### What you need to do
From the entries below, retype only the lines from the one with "position:absolute; left:12px; top:12px;" through the one with "0 0 0 0 .09", exactly as written.

### Provided data
-.-.-

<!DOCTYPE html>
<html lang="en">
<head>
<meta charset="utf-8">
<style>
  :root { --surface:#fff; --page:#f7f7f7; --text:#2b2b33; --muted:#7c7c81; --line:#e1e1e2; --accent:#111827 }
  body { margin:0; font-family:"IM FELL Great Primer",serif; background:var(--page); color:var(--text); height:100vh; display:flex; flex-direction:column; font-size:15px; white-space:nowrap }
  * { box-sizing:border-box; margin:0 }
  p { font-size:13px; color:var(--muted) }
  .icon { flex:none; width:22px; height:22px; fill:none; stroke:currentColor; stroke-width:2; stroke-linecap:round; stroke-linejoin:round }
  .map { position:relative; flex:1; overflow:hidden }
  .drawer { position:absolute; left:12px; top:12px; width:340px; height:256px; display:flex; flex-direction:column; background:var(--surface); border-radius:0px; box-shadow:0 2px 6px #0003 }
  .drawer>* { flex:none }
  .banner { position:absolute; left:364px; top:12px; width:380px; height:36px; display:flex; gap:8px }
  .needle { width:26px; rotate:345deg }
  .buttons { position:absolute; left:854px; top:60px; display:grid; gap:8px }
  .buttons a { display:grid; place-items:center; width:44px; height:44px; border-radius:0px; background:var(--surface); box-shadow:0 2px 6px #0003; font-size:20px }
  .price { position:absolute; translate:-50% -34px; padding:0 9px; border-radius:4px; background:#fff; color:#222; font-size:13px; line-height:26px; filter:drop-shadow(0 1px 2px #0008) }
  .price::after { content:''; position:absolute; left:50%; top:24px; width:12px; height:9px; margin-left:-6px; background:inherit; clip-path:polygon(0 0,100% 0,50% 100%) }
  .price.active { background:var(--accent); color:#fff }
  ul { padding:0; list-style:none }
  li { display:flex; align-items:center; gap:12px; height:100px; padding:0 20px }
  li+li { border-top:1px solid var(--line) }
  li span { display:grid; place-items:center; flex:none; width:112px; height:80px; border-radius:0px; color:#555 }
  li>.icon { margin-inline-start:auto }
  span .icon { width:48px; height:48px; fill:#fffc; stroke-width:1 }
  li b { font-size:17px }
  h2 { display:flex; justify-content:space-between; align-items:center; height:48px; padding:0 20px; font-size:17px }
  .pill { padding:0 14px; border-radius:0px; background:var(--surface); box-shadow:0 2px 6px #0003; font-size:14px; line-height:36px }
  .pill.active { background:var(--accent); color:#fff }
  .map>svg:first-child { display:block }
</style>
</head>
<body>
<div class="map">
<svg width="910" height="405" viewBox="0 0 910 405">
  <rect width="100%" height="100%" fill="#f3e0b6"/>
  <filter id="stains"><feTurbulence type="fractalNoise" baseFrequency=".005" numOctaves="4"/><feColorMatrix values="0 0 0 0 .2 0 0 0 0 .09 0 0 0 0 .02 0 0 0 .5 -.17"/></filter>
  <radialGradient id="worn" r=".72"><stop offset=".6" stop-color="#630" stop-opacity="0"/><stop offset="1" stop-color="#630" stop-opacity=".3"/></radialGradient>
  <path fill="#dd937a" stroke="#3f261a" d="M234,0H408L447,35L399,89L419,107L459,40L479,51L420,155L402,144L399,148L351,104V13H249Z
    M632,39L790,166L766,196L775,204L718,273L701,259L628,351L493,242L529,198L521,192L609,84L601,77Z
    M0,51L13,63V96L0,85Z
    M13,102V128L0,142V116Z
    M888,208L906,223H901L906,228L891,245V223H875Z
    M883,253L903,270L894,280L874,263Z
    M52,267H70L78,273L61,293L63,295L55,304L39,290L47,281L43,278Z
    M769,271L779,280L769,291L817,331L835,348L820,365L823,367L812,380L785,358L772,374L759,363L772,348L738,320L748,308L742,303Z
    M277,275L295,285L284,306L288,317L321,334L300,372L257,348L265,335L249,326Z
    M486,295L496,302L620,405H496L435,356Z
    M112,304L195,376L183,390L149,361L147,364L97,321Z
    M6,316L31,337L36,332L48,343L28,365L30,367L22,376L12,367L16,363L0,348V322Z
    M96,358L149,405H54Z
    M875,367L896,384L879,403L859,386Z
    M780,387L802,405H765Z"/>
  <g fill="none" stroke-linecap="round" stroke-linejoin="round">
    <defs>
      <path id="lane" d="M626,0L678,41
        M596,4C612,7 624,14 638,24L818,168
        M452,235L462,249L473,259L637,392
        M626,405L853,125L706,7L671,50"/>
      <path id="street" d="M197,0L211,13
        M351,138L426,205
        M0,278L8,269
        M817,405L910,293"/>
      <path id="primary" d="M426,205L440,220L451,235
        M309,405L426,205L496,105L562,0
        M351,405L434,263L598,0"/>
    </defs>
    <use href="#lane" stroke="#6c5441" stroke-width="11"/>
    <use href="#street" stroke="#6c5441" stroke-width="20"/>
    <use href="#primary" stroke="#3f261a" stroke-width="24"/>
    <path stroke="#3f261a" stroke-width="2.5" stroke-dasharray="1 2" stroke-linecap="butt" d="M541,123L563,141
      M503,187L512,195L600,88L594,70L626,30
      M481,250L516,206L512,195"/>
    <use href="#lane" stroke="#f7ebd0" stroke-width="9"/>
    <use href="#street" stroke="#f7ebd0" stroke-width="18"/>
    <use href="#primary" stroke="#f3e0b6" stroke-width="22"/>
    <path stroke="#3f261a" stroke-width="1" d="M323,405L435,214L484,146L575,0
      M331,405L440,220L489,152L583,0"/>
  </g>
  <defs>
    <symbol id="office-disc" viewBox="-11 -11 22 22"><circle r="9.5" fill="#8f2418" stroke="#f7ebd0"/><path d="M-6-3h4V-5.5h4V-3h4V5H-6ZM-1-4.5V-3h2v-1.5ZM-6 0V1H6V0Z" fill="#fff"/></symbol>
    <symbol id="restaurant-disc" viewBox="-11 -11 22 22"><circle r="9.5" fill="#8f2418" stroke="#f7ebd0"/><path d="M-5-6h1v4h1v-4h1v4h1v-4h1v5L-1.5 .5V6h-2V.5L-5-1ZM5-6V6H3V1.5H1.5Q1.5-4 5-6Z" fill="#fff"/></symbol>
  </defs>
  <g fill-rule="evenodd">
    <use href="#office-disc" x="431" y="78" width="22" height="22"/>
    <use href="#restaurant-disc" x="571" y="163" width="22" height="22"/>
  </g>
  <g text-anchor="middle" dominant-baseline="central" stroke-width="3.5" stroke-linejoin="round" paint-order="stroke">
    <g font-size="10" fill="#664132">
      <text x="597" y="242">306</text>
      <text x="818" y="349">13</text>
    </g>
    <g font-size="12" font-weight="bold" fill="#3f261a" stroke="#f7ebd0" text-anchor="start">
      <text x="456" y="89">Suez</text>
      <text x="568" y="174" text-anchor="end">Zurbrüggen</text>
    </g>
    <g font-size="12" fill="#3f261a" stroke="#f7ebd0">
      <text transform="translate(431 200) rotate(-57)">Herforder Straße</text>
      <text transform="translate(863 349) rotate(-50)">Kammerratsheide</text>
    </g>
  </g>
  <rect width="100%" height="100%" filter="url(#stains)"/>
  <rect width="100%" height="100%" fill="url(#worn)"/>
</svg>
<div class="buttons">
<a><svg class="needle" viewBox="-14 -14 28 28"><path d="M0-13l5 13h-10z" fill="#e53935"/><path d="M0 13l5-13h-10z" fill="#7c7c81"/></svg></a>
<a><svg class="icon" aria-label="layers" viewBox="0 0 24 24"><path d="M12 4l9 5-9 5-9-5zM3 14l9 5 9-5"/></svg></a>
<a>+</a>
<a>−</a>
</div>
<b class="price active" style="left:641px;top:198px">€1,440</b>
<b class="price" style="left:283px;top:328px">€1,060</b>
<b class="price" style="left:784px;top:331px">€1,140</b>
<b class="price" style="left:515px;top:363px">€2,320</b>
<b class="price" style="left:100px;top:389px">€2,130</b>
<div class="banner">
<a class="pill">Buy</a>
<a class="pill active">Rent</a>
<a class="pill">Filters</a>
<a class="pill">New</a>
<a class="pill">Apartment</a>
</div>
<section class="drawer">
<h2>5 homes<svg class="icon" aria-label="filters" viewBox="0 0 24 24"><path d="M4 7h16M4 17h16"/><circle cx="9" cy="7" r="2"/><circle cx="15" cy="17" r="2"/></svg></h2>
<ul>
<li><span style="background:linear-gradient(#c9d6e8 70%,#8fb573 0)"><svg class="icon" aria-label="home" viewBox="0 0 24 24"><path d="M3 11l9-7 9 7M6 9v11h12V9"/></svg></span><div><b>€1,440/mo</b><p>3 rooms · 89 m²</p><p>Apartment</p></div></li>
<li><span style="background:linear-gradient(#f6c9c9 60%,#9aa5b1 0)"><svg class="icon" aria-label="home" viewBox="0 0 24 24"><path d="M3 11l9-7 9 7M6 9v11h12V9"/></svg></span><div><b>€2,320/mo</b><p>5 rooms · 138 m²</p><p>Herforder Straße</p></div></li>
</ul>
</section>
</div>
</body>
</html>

-.-.-

### Answer box
  .drawer { position:absolute; left:12px; top:12px; width:340px; height:256px; display:flex; flex-direction:column; background:var(--surface); border-radius:0px; box-shadow:0 2px 6px #0003 }
  .drawer>* { flex:none }
  .banner { position:absolute; left:364px; top:12px; width:380px; height:36px; display:flex; gap:8px }
  .needle { width:26px; rotate:345deg }
  .buttons { position:absolute; left:854px; top:60px; display:grid; gap:8px }
  .buttons a { display:grid; place-items:center; width:44px; height:44px; border-radius:0px; background:var(--surface); box-shadow:0 2px 6px #0003; font-size:20px }
  .price { position:absolute; translate:-50% -34px; padding:0 9px; border-radius:4px; background:#fff; color:#222; font-size:13px; line-height:26px; filter:drop-shadow(0 1px 2px #0008) }
  .price::after { content:''; position:absolute; left:50%; top:24px; width:12px; height:9px; margin-left:-6px; background:inherit; clip-path:polygon(0 0,100% 0,50% 100%) }
  .price.active { background:var(--accent); color:#fff }
  ul { padding:0; list-style:none }
  li { display:flex; align-items:center; gap:12px; height:100px; padding:0 20px }
  li+li { border-top:1px solid var(--line) }
  li span { display:grid; place-items:center; flex:none; width:112px; height:80px; border-radius:0px; color:#555 }
  li>.icon { margin-inline-start:auto }
  span .icon { width:48px; height:48px; fill:#fffc; stroke-width:1 }
  li b { font-size:17px }
  h2 { display:flex; justify-content:space-between; align-items:center; height:48px; padding:0 20px; font-size:17px }
  .pill { padding:0 14px; border-radius:0px; background:var(--surface); box-shadow:0 2px 6px #0003; font-size:14px; line-height:36px }
  .pill.active { background:var(--accent); color:#fff }
  .map>svg:first-child { display:block }
</style>
</head>
<body>
<div class="map">
<svg width="910" height="405" viewBox="0 0 910 405">
  <rect width="100%" height="100%" fill="#f3e0b6"/>
  <filter id="stains"><feTurbulence type="fractalNoise" baseFrequency=".005" numOctaves="4"/><feColorMatrix values="0 0 0 0 .2 0 0 0 0 .09 0 0 0 0 .02 0 0 0 .5 -.17"/></filter>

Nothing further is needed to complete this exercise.